V- É claro que fica salvaguardado á sociedade o direito de responsabilizar o administrador que interveio sem os demais, pelos danos causados, nos termos do art. 72 da C.S.C., bem como o direito dos sócios agirem directamente, em conformidade com o disposto no art. 77 do mesmo diploma .
VI - Há união ou coligação de contratos com dependência, quando dois contratos, embora diferenciados, estão unidos exteriormente, porque há entre eles um laço de dependência, em que as partes querem a pluralidade desses contratos como um todo, como um conjunto económico, envolvendo um nexo funcional entre eles .
Texto Integral
Acordam no Supremo Tribunal de Justiça :
Em 13-2-02, Empresa-A, instaurou a presente acção ordinária contra a ré Empresa-B (onde foi incorporada, por fusão, a primitiva ré Empresa-C), pedindo a condenação desta a pagar-lhe a quantia de 34.915,85 euros, acrescida de juros legais, desde a citação .

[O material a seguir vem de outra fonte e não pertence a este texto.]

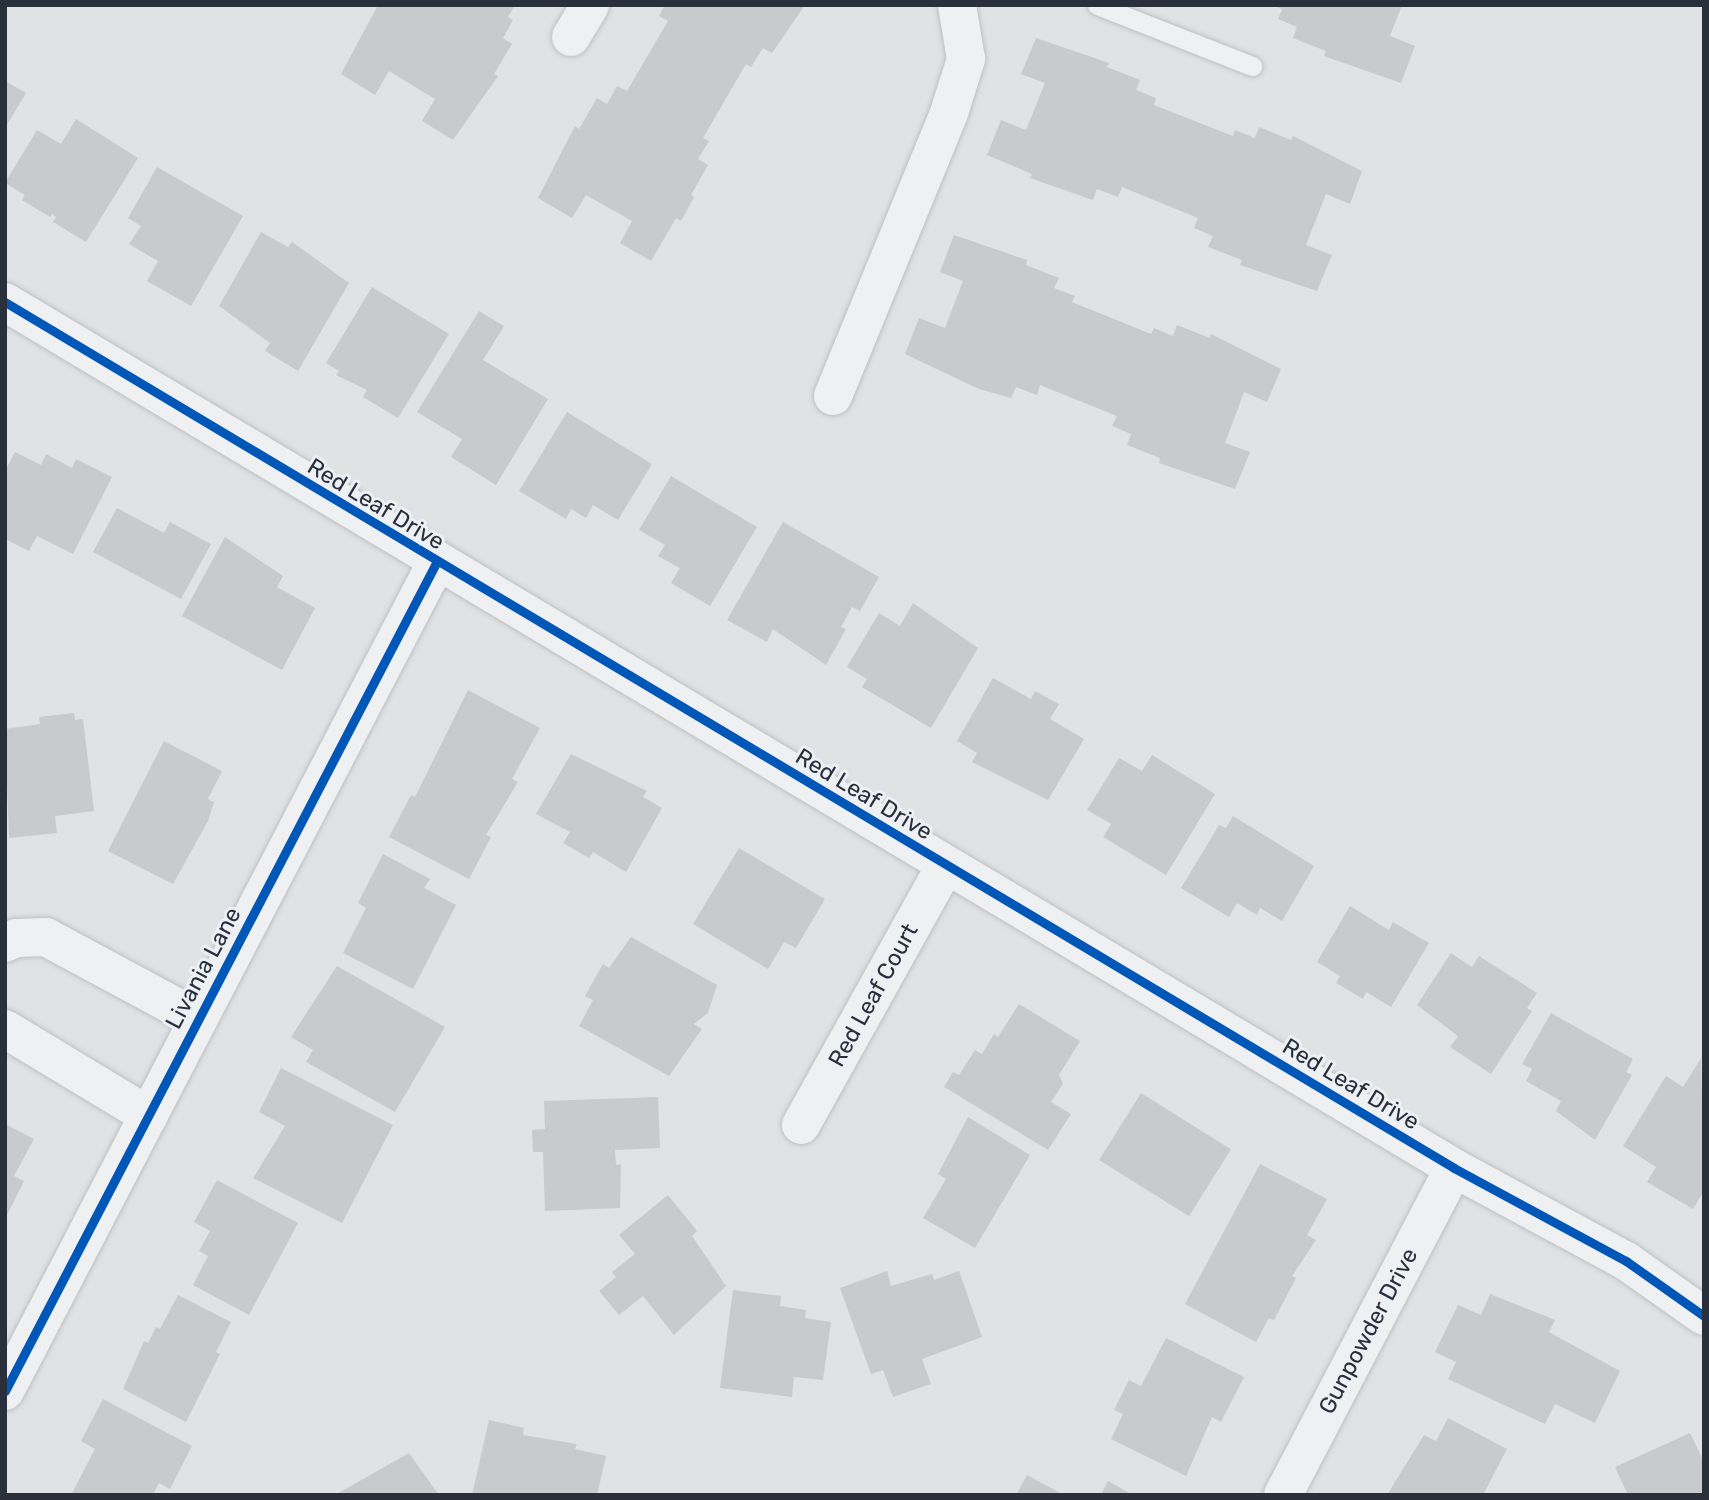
<!DOCTYPE html>
<html>
<head>
<meta charset="utf-8">
<style>
  body { margin:0 }
  #map { position:relative; width:1709px; height:1500px; overflow:hidden; background:#e0e2e4; font-family:Rubik,sans-serif }
  div>[style] { position:absolute }
  .building>* { inset:0; background:#c8cacc; transform-origin:0 0 }
  .roads { filter:drop-shadow(0 0 2px #bec0c2) drop-shadow(0 0 2px #bec0c2) }
  .service>* { height:19px; margin:-9.5px; padding:0 9.5px; transform-origin:9.5px; border-radius:9.5px; background:#eff0f1 }
  .minor>* { height:38px; margin:-19px; padding:0 19px; transform-origin:19px; border-radius:19px; background:#eff0f1 }
  .cycleway>* { height:9px; margin:-4.5px; padding:0 4.5px; transform-origin:4.5px; border-radius:4.5px; background:#0057b8 }
  span { translate:-50% -50%; white-space:nowrap; text-align:center; line-height:1.15; -webkit-text-stroke:6px #edf0f4; paint-order:stroke }
  .street-label { font-size:23px; color:#292f3b }
  .frame { position:absolute; inset:0; border:7px solid #292f3b; pointer-events:none }
</style>
</head>
<body>
<div id="map">
  <div class="building">
    <i style="clip-path:polygon(378px 5px,515px 5px,508px 17px,513px 20px,503px 38px,512px 44px,494px 74px,498px 76px,453px 140px,422px 121px,435px 99px,389px 71px,375px 95px,341px 74px)"></i>
    <i style="clip-path:polygon(665px 5px,805px 5px,772px 53px,763px 48px,751px 67px,746px 64px,703px 138px,709px 141px,698px 159px,708px 165px,691px 195px,694px 197px,681px 221px,676px 218px,651px 261px,620px 243px,632px 221px,586px 195px,572px 218px,538px 198px,575px 126px,579px 129px,597px 98px,607px 104px,617px 86px,627px 91px,668px 21px,659px 16px)"></i>
    <i style="clip-path:polygon(1272px 5px,1402px 5px,1390px 36px,1415px 46px,1401px 83px,1324px 56px,1326px 51px,1293px 38px,1297px 27px,1278px 19px,1282px 9px)"></i>
    <i style="clip-path:polygon(1036px 38px,1109px 63px,1107px 67px,1140px 80px,1136px 90px,1156px 98px,1154px 105px,1233px 136px,1235px 130px,1255px 138px,1259px 127px,1291px 140px,1293px 136px,1362px 171px,1350px 204px,1326px 194px,1306px 245px,1332px 255px,1317px 291px,1240px 265px,1242px 260px,1208px 247px,1213px 236px,1194px 228px,1198px 218px,1122px 187px,1118px 197px,1097px 189px,1093px 200px,1030px 178px,1032px 174px,987px 155px,1001px 120px,1026px 130px,1045px 83px,1021px 74px)"></i>
    <i style="clip-path:polygon(5px 81px,26px 93px,5px 128px)"></i>
    <i style="clip-path:polygon(76px 119px,138px 158px,86px 242px,53px 222px,56px 217px,52px 214px,50px 217px,22px 200px,25px 195px,5px 183px,37px 130px,61px 144px)"></i>
    <i style="clip-path:polygon(157px 167px,243px 216px,191px 306px,147px 281px,158px 261px,129px 244px,141px 226px,128px 218px)"></i>
    <i style="clip-path:polygon(261px 232px,288px 247px,292px 242px,349px 283px,298px 371px,265px 351px,270px 343px,219px 306px)"></i>
    <i style="clip-path:polygon(954px 235px,1027px 260px,1026px 265px,1059px 278px,1054px 288px,1075px 296px,1072px 302px,1151px 334px,1154px 328px,1173px 336px,1177px 325px,1210px 338px,1211px 334px,1281px 369px,1267px 402px,1244px 392px,1225px 443px,1250px 452px,1235px 489px,1159px 463px,1160px 458px,1127px 445px,1131px 434px,1112px 426px,1117px 416px,1040px 385px,1037px 395px,1016px 387px,1011px 398px,979px 389px,905px 354px,919px 318px,945px 328px,963px 281px,940px 272px)"></i>
    <i style="clip-path:polygon(372px 287px,449px 334px,398px 418px,363px 397px,367px 390px,336px 375px,339px 371px,326px 363px)"></i>
    <i style="clip-path:polygon(479px 311px,504px 326px,483px 360px,548px 399px,496px 485px,451px 457px,462px 439px,417px 412px)"></i>
    <i style="clip-path:polygon(567px 412px,652px 464px,618px 520px,593px 505px,586px 518px,571px 509px,566px 519px,519px 491px)"></i>
    <i style="clip-path:polygon(15px 452px,41px 465px,46px 454px,72px 468px,76px 459px,112px 477px,73px 554px,37px 536px,29px 551px,5px 539px,5px 471px)"></i>
    <i style="clip-path:polygon(671px 476px,757px 527px,710px 606px,671px 583px,680px 568px,658px 556px,665px 545px,639px 530px)"></i>
    <i style="clip-path:polygon(117px 508px,164px 533px,170px 522px,211px 544px,181px 599px,93px 552px)"></i>
    <i style="clip-path:polygon(783px 522px,879px 577px,860px 611px,852px 607px,841px 627px,846px 629px,826px 665px,773px 629px,767px 642px,727px 620px)"></i>
    <i style="clip-path:polygon(225px 537px,283px 576px,277px 587px,315px 608px,282px 670px,182px 616px)"></i>
    <i style="clip-path:polygon(913px 603px,978px 648px,931px 728px,862px 687px,867px 679px,847px 667px,879px 613px,900px 626px)"></i>
    <i style="clip-path:polygon(993px 678px,1031px 699px,1035px 691px,1059px 704px,1050px 719px,1084px 739px,1048px 800px,972px 762px,977px 753px,957px 741px)"></i>
    <i style="clip-path:polygon(468px 690px,540px 728px,512px 779px,518px 782px,486px 835px,491px 837px,469px 879px,389px 837px,411px 795px,415px 797px)"></i>
    <i style="clip-path:polygon(74px 713px,75px 720px,83px 719px,94px 811px,55px 816px,57px 833px,9px 838px,5px 729px,40px 724px,39px 717px)"></i>
    <i style="clip-path:polygon(164px 741px,222px 771px,208px 799px,214px 802px,208px 821px,173px 884px,108px 851px)"></i>
    <i style="clip-path:polygon(571px 754px,647px 791px,643px 797px,662px 808px,626px 872px,593px 852px,589px 858px,563px 843px,570px 832px,536px 814px)"></i>
    <i style="clip-path:polygon(1152px 755px,1215px 794px,1166px 875px,1103px 837px,1111px 824px,1087px 810px,1119px 758px,1142px 771px)"></i>
    <i style="clip-path:polygon(1233px 816px,1314px 866px,1282px 921px,1260px 908px,1257px 915px,1237px 903px,1229px 917px,1181px 888px,1219px 825px,1226px 828px)"></i>
    <i style="clip-path:polygon(739px 848px,825px 899px,796px 948px,784px 942px,768px 969px,693px 924px)"></i>
    <i style="clip-path:polygon(383px 854px,430px 879px,424px 888px,456px 905px,413px 989px,343px 953px,366px 908px,358px 903px)"></i>
    <i style="clip-path:polygon(1350px 906px,1389px 930px,1393px 922px,1429px 943px,1391px 1007px,1366px 992px,1363px 999px,1336px 983px,1340px 976px,1317px 962px)"></i>
    <i style="clip-path:polygon(631px 937px,717px 985px,708px 1013px,694px 1024px,702px 1029px,669px 1076px,579px 1026px,593px 1000px,585px 996px,603px 964px,609px 968px)"></i>
    <i style="clip-path:polygon(1451px 953px,1472px 967px,1479px 956px,1537px 993px,1527px 1008px,1532px 1011px,1491px 1074px,1450px 1047px,1458px 1036px,1417px 1005px)"></i>
    <i style="clip-path:polygon(337px 966px,445px 1027px,395px 1112px,306px 1062px,313px 1050px,291px 1037px)"></i>
    <i style="clip-path:polygon(1019px 1004px,1080px 1041px,1059px 1075px,1063px 1084px,1051px 1102px,1071px 1114px,1048px 1150px,944px 1087px,953px 1072px,959px 1075px,975px 1050px,982px 1054px,994px 1034px,998px 1037px)"></i>
    <i style="clip-path:polygon(1551px 1013px,1633px 1059px,1626px 1072px,1632px 1075px,1595px 1140px,1556px 1111px,1561px 1101px,1526px 1081px,1532px 1069px,1522px 1064px)"></i>
    <i style="clip-path:polygon(1701px 1058px,1704px 1191px,1693px 1209px,1647px 1182px,1656px 1167px,1623px 1146px,1666px 1076px,1683px 1087px)"></i>
    <i style="clip-path:polygon(281px 1068px,393px 1125px,342px 1223px,253px 1178px,285px 1126px,259px 1112px)"></i>
    <i style="left:1141px;top:1093px;width:106px;height:79px;rotate:32deg"></i>
    <i style="clip-path:polygon(658px 1097px,660px 1148px,615px 1150px,616px 1165px,621px 1164px,620px 1208px,545px 1211px,543px 1152px,533px 1152px,532px 1130px,545px 1129px,544px 1101px)"></i>
    <i style="clip-path:polygon(968px 1117px,1030px 1155px,975px 1248px,923px 1218px,946px 1179px,938px 1174px)"></i>
    <i style="clip-path:polygon(5px 1124px,34px 1139px,14px 1176px,24px 1181px,5px 1219px)"></i>
    <i style="clip-path:polygon(1260px 1164px,1327px 1199px,1307px 1235px,1316px 1240px,1292px 1276px,1296px 1278px,1274px 1320px,1269px 1318px,1256px 1342px,1185px 1304px)"></i>
    <i style="clip-path:polygon(217px 1180px,298px 1223px,249px 1315px,193px 1285px,208px 1256px,199px 1251px,210px 1231px,194px 1222px)"></i>
    <i style="clip-path:polygon(668px 1195px,697px 1231px,692px 1236px,726px 1286px,674px 1335px,643px 1296px,619px 1315px,599px 1291px,616px 1277px,612px 1272px,635px 1254px,619px 1235px)"></i>
    <i style="clip-path:polygon(887px 1271px,891px 1286px,932px 1274px,934px 1280px,959px 1271px,982px 1337px,922px 1359px,931px 1384px,893px 1397px,883px 1370px,871px 1374px,840px 1288px)"></i>
    <i style="clip-path:polygon(733px 1290px,781px 1296px,780px 1306px,806px 1310px,805px 1318px,831px 1322px,823px 1380px,794px 1377px,792px 1397px,720px 1388px)"></i>
    <i style="clip-path:polygon(1490px 1294px,1555px 1320px,1549px 1332px,1620px 1371px,1595px 1423px,1555px 1404px,1545px 1424px,1448px 1379px,1456px 1362px,1435px 1352px,1458px 1305px,1481px 1315px)"></i>
    <i style="clip-path:polygon(178px 1295px,231px 1322px,216px 1352px,220px 1354px,186px 1422px,123px 1389px,144px 1341px,148px 1343px,156px 1327px,160px 1329px)"></i>
    <i style="clip-path:polygon(1166px 1338px,1244px 1377px,1221px 1422px,1212px 1417px,1186px 1476px,1111px 1439px,1123px 1414px,1114px 1410px,1129px 1380px,1141px 1386px)"></i>
    <i style="clip-path:polygon(103px 1399px,192px 1446px,170px 1489px,159px 1483px,153px 1495px,71px 1495px,95px 1449px,81px 1441px)"></i>
    <i style="clip-path:polygon(1448px 1418px,1507px 1449px,1483px 1495px,1387px 1495px,1424px 1435px,1436px 1441px)"></i>
    <i style="clip-path:polygon(489px 1420px,524px 1428px,523px 1435px,577px 1444px,575px 1449px,606px 1456px,597px 1495px,472px 1495px)"></i>
    <i style="clip-path:polygon(1690px 1433px,1704px 1462px,1704px 1495px,1623px 1495px,1627px 1493px,1615px 1467px)"></i>
    <i style="clip-path:polygon(409px 1453px,439px 1495px,335px 1495px)"></i>
    <i style="clip-path:polygon(1027px 1475px,1064px 1495px,1016px 1495px)"></i>
    <i style="clip-path:polygon(1108px 1481px,1133px 1495px,1101px 1495px)"></i>
  </div>
  <div class="roads">
    <div class="service">
      <i style="left:1097px;top:5px;width:167px;rotate:21.5deg"></i>
    </div>
    <div class="minor">
      <i style="left:571px;top:37px;width:37px;rotate:-59deg"></i>
      <i style="left:5px;top:302px;width:1688px;rotate:30.86deg"></i>
      <i style="left:1454px;top:1168px;width:196px;rotate:28.4deg"></i>
      <i style="left:1626px;top:1261px;width:95px;rotate:35.2deg"></i>
      <i style="left:833px;top:396px;width:306px;rotate:-67.7deg"></i>
      <i style="left:949px;top:113px;width:57px;rotate:-72.5deg"></i>
      <i style="left:966px;top:59px;width:55px;rotate:-99.5deg"></i>
      <i style="left:5px;top:943px;width:12px;rotate:-24deg"></i>
      <i style="left:16px;top:938px;width:30px;rotate:-2deg"></i>
      <i style="left:46px;top:937px;width:173px;rotate:28.3deg"></i>
      <i style="left:5px;top:1029px;width:168px;rotate:31.1deg"></i>
      <i style="left:801px;top:1125px;width:298px;rotate:-60.9deg"></i>
      <i style="left:5px;top:1391px;width:933px;rotate:-62.5deg"></i>
      <i style="left:1283px;top:1495px;width:369px;rotate:-62.4deg"></i>
    </div>
  </div>
  <div class="cycleway">
    <i style="left:5px;top:302px;width:1688px;rotate:30.86deg"></i>
    <i style="left:1454px;top:1168px;width:196px;rotate:28.4deg"></i>
    <i style="left:1626px;top:1261px;width:95px;rotate:35.2deg"></i>
    <i style="left:5px;top:1391px;width:933px;rotate:-62.5deg"></i>
  </div>
  <div class="street-label">
    <span style="left:376px;top:504px;rotate:31deg">Red Leaf Drive</span>
    <span style="left:864px;top:794px;rotate:31deg">Red Leaf Drive</span>
    <span style="left:203px;top:968px;rotate:-62deg">Livania Lane</span>
    <span style="left:873px;top:995px;rotate:-61deg">Red Leaf Court</span>
    <span style="left:1351px;top:1084px;rotate:31deg">Red Leaf Drive</span>
    <span style="left:1368px;top:1331px;rotate:-62deg">Gunpowder Drive</span>
  </div>
  <div class="frame"></div>
</div>
</body>
</html>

Alega, em resumo, o incumprimento, pela ré, de um contrato de prestação de serviços, através do qual esta se obrigou a solicitar à autora um conjunto de serviços que esta lhe prestaria, durante os anos de 1997 e 1998, no mínimo de 2080 horas .
Ao não solicitar à autora os serviços que a ré se havia comprometido a solicitar, aquela sofreu prejuízos, no valor do pedido .
A ré contestou, dizendo que o compromisso por ela assumido ficou consagrado como uma simples faculdade e não como uma obrigação, tendo sido tacitamente revogado pelas partes.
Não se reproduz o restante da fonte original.